Journal of Microbial & Biochemical Technology

Abstract

Action Mechanism of Molecular Iodine Complex with Bioorganic Ligands, Magnesium and Lithium Halogenides on Human Tuberculosis Strain With Multiple Drug Resistance

Ilin A, Kerimzhanova B and Yuldasheva G

Findings of a research on antibacterial effects of a newly synthesized iodine-containing drug (FS-1) against both the drug susceptible strain Mycobacterium tuberculosis H37Rv and an isolate of M. tuberculosis MS-115 with a multiple drug resistance phenotype, were discussed. The obtained results of the microbiological studies confirmed a bactericidal activity of FS-1 against sensitive and multi-drug resistant strains of M. tuberculosis at the concentrations from 8.2 μg/mL to 2.7 μg/mL during the entire investigation period (42 h).

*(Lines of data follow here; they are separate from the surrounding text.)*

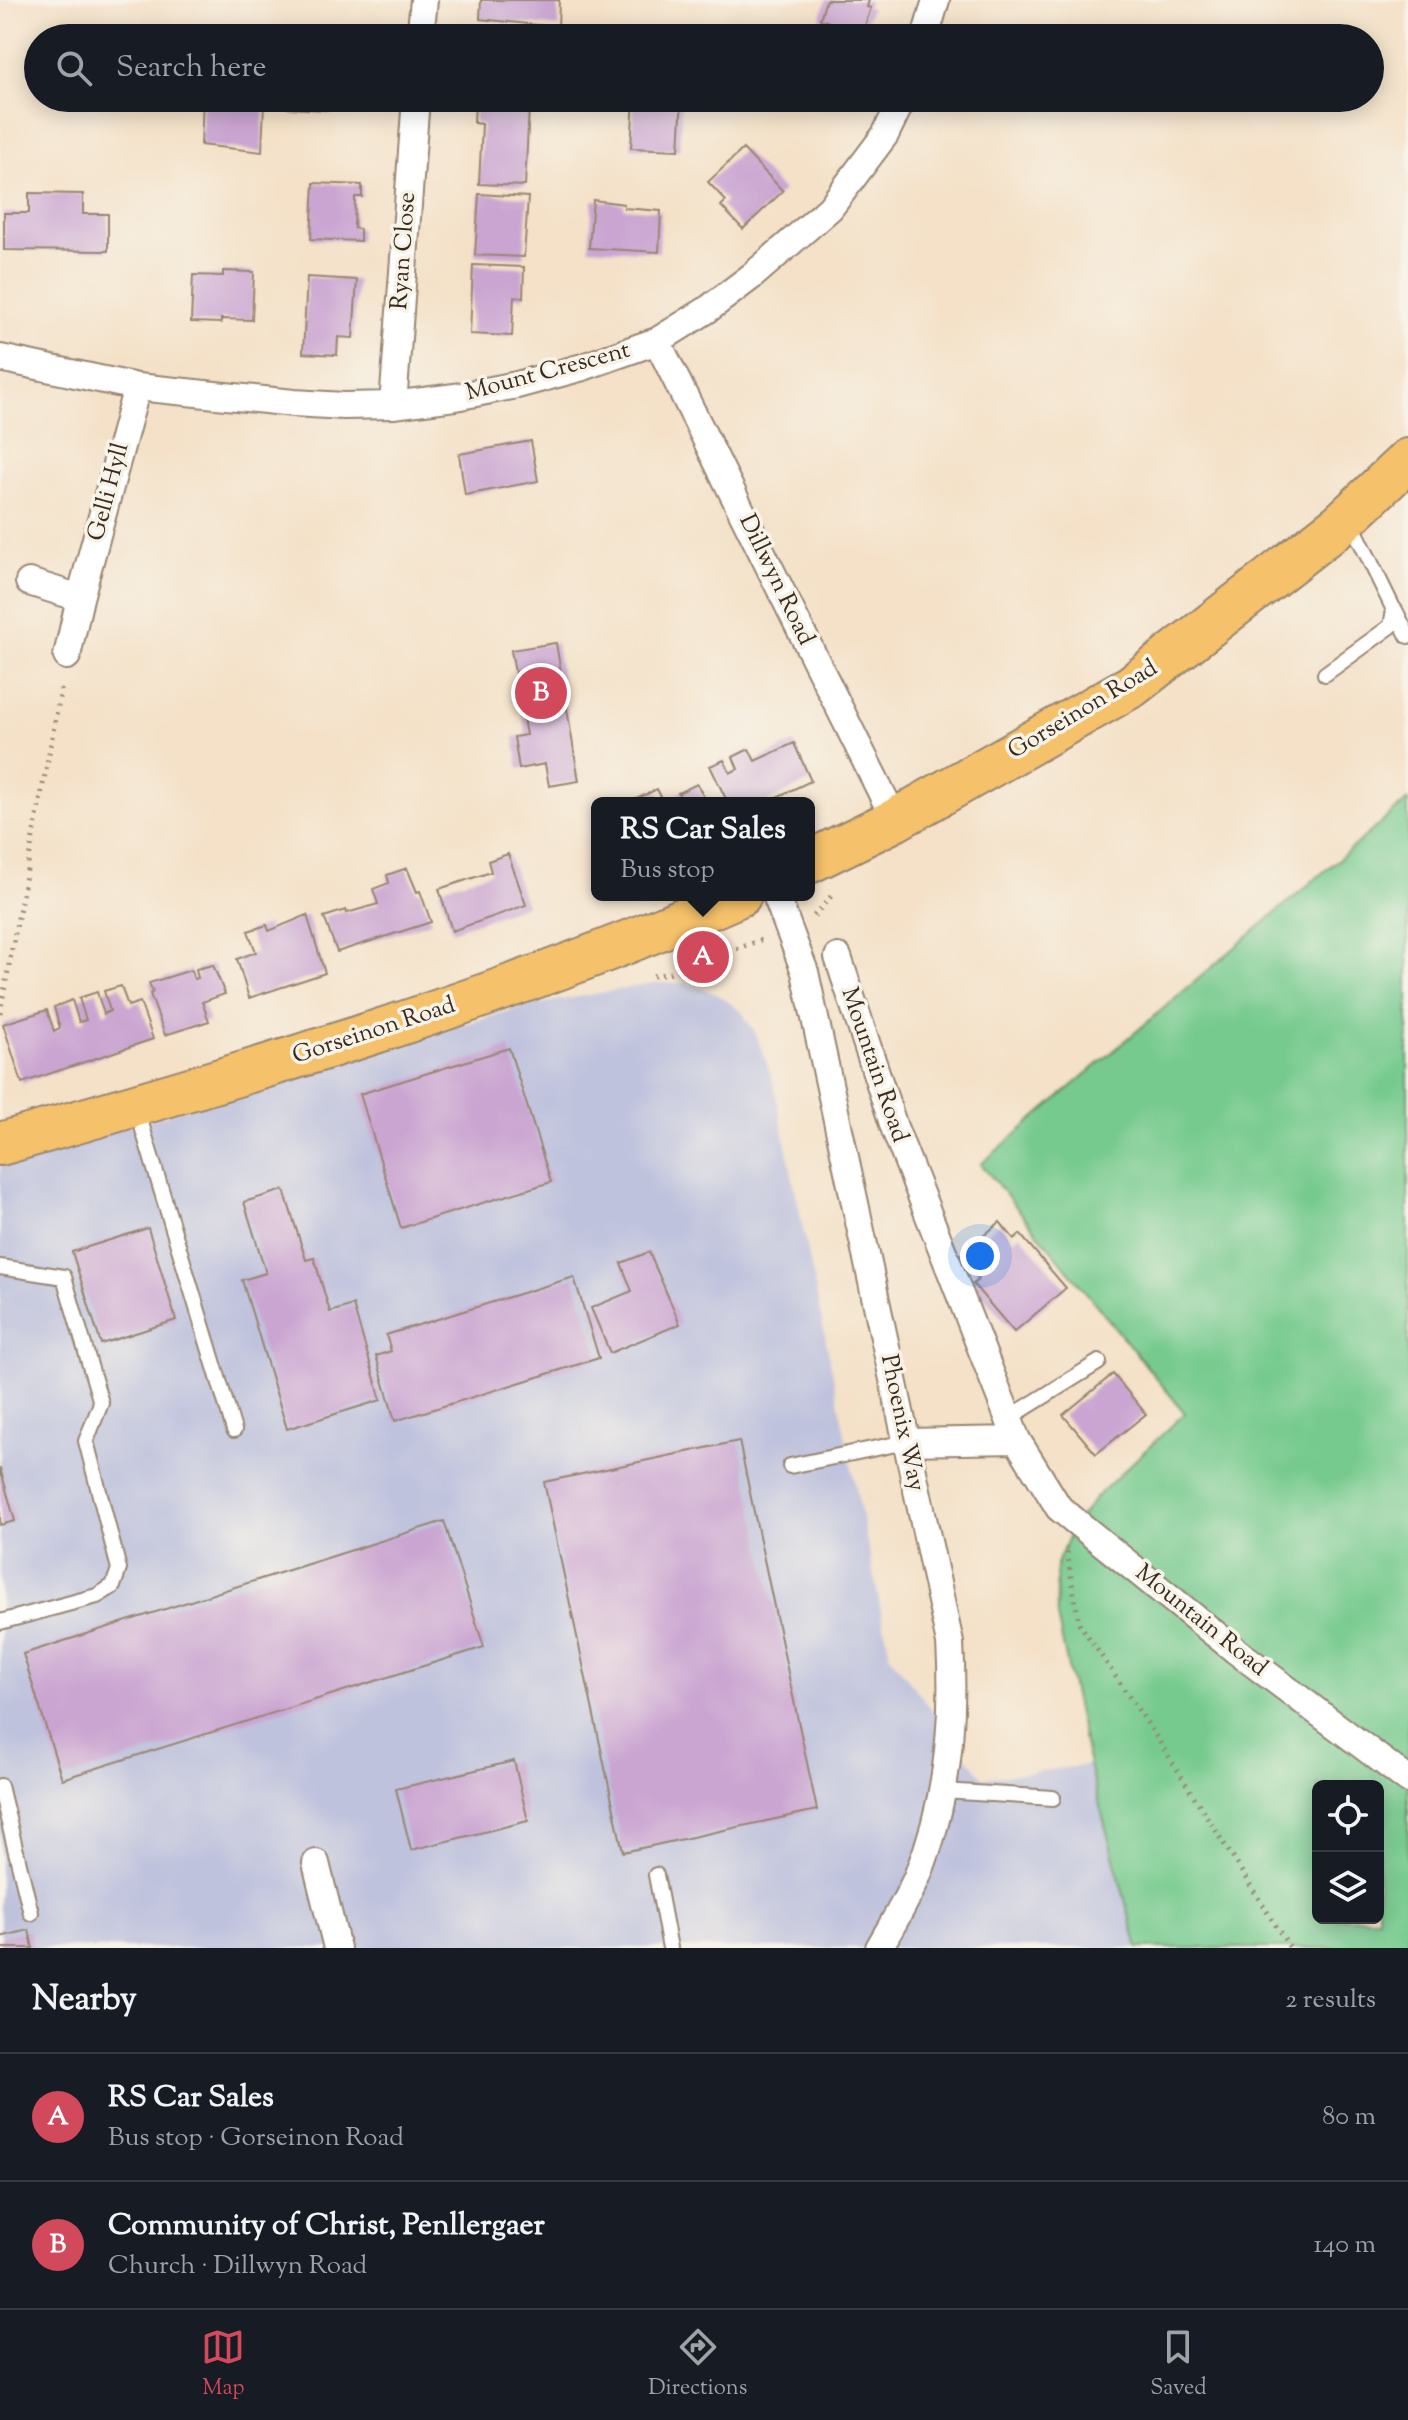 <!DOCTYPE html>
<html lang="en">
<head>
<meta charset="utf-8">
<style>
  :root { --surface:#171b24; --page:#20242c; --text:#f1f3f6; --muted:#9ea1a6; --line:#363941; --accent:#d1495b }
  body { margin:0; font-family:"Sorts Mill Goudy",serif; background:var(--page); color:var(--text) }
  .controls { position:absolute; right:24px; bottom:24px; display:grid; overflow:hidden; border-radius:12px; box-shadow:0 4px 20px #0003 }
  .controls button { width:72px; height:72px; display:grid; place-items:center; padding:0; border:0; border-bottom:2px solid var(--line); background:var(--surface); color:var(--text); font:40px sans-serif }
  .you { position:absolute; left:980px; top:1256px; width:28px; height:28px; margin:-20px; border:6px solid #fff; border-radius:50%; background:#1a73e8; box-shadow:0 0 0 12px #1a73e833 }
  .badge { display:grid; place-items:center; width:52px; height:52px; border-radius:50%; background:var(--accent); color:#fff; font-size:26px; font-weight:700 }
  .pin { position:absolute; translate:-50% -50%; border:4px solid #fff; box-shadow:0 2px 8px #0006 }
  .popup { position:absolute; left:591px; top:797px; width:224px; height:104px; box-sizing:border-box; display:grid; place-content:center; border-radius:12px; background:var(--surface); filter:drop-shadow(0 2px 6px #0005); font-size:26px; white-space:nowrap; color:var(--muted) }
  .popup b { font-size:30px; color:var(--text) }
  .popup::after { content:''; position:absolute; left:50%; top:100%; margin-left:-16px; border:16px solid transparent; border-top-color:var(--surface) }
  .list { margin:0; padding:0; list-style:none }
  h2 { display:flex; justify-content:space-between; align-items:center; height:104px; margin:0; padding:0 32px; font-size:34px }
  h2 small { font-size:26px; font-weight:400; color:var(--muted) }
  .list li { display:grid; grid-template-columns:52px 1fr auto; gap:24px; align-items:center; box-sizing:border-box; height:128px; padding:0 32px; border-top:2px solid var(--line) }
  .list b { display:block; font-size:30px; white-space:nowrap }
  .list p { margin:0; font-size:26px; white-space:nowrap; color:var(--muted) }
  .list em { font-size:26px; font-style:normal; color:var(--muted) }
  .icon { flex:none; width:44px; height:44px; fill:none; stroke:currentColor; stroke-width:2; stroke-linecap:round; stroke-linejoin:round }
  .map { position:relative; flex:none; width:1408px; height:1948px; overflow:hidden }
  .search { position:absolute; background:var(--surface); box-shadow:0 4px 20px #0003; left:24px; right:24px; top:24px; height:88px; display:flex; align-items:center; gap:20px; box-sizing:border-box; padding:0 28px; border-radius:44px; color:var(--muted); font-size:30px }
  .sheet { height:360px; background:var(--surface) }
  nav { display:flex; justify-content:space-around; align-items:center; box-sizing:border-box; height:112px; border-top:2px solid var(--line); background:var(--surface); font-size:22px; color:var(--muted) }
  nav a { display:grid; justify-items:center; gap:4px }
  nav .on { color:var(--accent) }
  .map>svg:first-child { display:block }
</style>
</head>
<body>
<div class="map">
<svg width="1408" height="1948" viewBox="0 0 1408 1948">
  <rect width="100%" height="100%" fill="#f7f3e8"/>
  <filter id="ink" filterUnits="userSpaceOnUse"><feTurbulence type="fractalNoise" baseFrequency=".0125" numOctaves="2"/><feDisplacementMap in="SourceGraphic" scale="16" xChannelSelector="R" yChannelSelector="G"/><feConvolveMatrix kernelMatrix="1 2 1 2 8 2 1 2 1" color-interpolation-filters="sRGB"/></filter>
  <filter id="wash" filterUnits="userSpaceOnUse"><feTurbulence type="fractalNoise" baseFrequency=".006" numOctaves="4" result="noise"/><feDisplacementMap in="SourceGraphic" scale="32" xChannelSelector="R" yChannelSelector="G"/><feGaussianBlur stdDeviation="1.8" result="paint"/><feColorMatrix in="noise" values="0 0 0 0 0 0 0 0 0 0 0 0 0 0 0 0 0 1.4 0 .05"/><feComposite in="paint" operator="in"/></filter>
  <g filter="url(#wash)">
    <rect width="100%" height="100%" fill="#f4e1c8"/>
    <!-- industrial -->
    <path fill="#bfc2dd" d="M656,983H686L717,994L742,1012L756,1034L773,1081L890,1655L983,1778L1089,1765L1138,1948H0V1165L522,1007Z"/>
    <!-- green -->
    <path fill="#76ca8e" stroke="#587a56" stroke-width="2" fill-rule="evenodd" d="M1408,800V1948H1138L1089,1765L1057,1617L1056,1566L1072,1528L1095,1498L1185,1413L981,1164ZM1318,1786H1378V1918H1318Z"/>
    <g id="blocks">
      <!-- building -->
      <path fill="#caa5d1" d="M481,0H559L558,27L480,19Z
        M826,0H869L867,7L871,8L862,34L820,19Z
        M203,98L233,99V103L264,104L262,152L201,145Z
        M288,98H366V108L327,106V110L287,108Z
        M486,98H513V106H529L525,186L479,184L482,124L474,123L475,101H485Z
        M634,98H682L679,150L631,148Z
        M743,149L783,191L743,229L721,206L726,201L708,182Z
        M314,183L362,185V197H355L354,228L360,229V241L311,239Z
        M29,193L83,194V214H108V251L4,250V213H29Z
        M479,194L528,197L524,257L475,255Z
        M593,200L624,204V208L661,211L659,252L589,248Z
        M473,265L524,267L523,298L514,297L512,336L470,334Z
        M223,271L254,272L252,320L221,319V323L191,322L193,275L223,276Z
        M307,277L357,280L353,338L338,337L337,355L303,353Z
        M531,441L538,481L465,495L459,454Z
        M556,643L579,781L549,786L545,764L519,769L514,737L526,735L511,650Z
        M794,743L811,781L764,803H728L710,766L724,760L730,773L738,769L733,757L749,749L755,761Z
        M697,784L707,803H671L681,798L678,793Z
        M657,789L664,803H628Z
        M508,854L526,905L452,931L439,889L491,872L488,861Z
        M407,868L417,892L420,891L431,922L337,952L324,917L346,910L347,913L378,904L373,889L389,883L387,875Z
        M307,915L325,973L249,998L237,959L256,952L248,931L267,925L269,931Z
        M213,965L225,994L202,1002L209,1021L165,1035L150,994L153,992L149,983L191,970L194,979L198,978L196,969Z
        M121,986L128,1006L140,1002L153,1039L22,1083L3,1024L47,1010L54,1031L60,1028L54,1007L72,1000L79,1022L86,1020L79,998L97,992L104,1014L110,1011L104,991Z
        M509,1048L551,1182L401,1228L360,1094Z
        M284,1190L306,1260L314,1258L330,1312L353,1305L381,1400L287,1429L242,1280L266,1273L244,1202Z
        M1000,1222L1014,1239L1020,1234L1066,1288L1014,1332L973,1284L979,1279L959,1256Z
        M148,1228L176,1320L101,1344L72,1252Z
        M649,1252L680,1324L610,1353L591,1308L632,1291L621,1263Z
        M574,1277L599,1358L395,1421L376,1356L391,1351L386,1335Z
        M1113,1374L1146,1414L1096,1454L1063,1415Z
        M739,1441L817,1810L623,1852L544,1482Z
        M0,1468L15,1521L0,1525Z
        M444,1521L484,1647L62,1779L23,1654Z
        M514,1761L528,1821L411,1850L396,1789Z
        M29,1930L33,1948H0V1937Z"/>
    </g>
  </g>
  <g filter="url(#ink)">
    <use href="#blocks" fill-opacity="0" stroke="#988673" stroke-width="2"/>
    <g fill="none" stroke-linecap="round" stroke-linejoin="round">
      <defs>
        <path id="service" d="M1395,610L1408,636
          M1325,674L1391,626L1394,610L1350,520
          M137,1110L234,1430
          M0,1267L64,1277L101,1403L86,1441L119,1569L113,1586L97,1596L0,1622
          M1009,1418L1099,1362
          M790,1466L906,1442
          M0,1786L31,1913
          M943,1791L1053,1798
          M656,1875L670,1948"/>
        <path id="minor" d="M420,38L424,0
          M925,38L936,0
          M657,341L895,820
          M0,358L137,387L294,403L344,406L393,405L455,397L517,385L583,367L657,341L707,310L752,276L830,208L885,135L903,98
          M393,405L416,98
          M29,582L80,598
          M67,656L80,598L137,387
          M776,895L805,972L950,1643C955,1722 947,1804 917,1877C906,1902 892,1925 879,1948
          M838,957L894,1127L1017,1440L1059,1508L1235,1650L1408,1780
          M906,1442L1017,1440
          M316,1863L337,1948"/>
        <path id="primary" d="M809,862L895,820L1132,686L1340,524L1408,460
          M0,1144C250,1073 502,1000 740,895"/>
      </defs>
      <!-- service casing -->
      <use href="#service" stroke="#988673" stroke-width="18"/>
      <!-- minor casing -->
      <use href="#minor" stroke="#988673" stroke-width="30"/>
      <!-- primary casing -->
      <use href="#primary" stroke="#988673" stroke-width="46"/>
      <!-- path -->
      <path stroke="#988673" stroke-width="5" stroke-dasharray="2 6" stroke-linecap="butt" d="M814,916L833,894
        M653,976L670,973L761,940
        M0,1013L62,684
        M1067,1552L1079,1623L1152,1730L1290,1948"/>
      <!-- service -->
      <use href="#service" stroke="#fff" stroke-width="14"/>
      <!-- minor -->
      <use href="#minor" stroke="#fff" stroke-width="26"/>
      <!-- primary -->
      <use href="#primary" stroke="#f5c16b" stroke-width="42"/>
    </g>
  </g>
  <g text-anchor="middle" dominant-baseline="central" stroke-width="7" stroke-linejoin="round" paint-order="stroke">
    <!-- street labels -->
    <g font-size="24" fill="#3b2a1e" stroke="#f7f3e8">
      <text transform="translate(404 251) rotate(-86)">Ryan Close</text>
      <text transform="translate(548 372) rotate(-15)">Mount Crescent</text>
      <text transform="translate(109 492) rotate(-75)">Gelli Hyll</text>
      <text transform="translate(776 580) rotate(64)">Dillwyn Road</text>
      <text transform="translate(1083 710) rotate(-31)">Gorseinon Road</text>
      <text transform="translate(374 1031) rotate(-18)">Gorseinon Road</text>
      <text transform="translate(874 1065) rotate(71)">Mountain Road</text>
      <text transform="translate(902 1423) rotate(78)">Phoenix Way</text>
      <text transform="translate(1201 1621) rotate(39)">Mountain Road</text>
    </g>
  </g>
</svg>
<div class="controls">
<button><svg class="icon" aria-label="locate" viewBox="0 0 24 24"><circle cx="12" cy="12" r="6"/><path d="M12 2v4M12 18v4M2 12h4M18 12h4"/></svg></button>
<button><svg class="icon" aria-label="layers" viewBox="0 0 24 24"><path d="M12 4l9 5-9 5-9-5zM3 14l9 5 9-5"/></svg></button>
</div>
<div class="you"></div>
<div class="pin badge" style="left:703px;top:957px">A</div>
<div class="popup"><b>RS Car Sales</b>Bus stop</div>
<div class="pin badge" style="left:541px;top:693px">B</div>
<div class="search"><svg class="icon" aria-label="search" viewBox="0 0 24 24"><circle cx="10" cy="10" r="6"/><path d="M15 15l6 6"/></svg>Search here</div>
</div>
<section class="sheet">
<h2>Nearby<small>2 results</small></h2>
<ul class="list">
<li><span class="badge">A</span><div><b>RS Car Sales</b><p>Bus stop · Gorseinon Road</p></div><em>80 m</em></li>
<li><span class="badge">B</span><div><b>Community of Christ, Penllergaer</b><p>Church · Dillwyn Road</p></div><em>140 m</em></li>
</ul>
</section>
<nav>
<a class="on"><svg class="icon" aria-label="map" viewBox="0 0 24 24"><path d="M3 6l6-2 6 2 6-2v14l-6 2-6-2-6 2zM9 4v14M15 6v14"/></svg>Map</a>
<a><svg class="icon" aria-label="directions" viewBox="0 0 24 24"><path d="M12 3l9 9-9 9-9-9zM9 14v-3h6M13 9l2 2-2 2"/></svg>Directions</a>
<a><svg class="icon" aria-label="saved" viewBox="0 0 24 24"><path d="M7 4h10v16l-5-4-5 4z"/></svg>Saved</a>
</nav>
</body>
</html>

Spectrophotometry has shown that FS-1 causes changes in the permeability of the cell membrane of mycobacteria. Also it penetrates through the cytoplasmic membrane and causes the lysis of the cells (spheroplasts) partially devoid of the cell wall. Antibacterial action mechanism was studied by using the technique of the molecular modeling. Particularly, the DFT/CAM-B3LYP density potential approach has shown that the active center of FS-1, which contains magnesium ion, destroys the active catalytic complex of the DNA-dependent RNA polymerase (RNAP) and can disrupt in this way the transcription of bacterial RNA. Active center of FS-1 becomes a center of new nucleoprotein complex, which binds both the bacterial DNA and the ion Mg²⁺(COO^-)³ within the catalytic RNAP complex. The conditions responsible for vital processes in the bacterial cell are violated. As a result, a cell lysis is observed.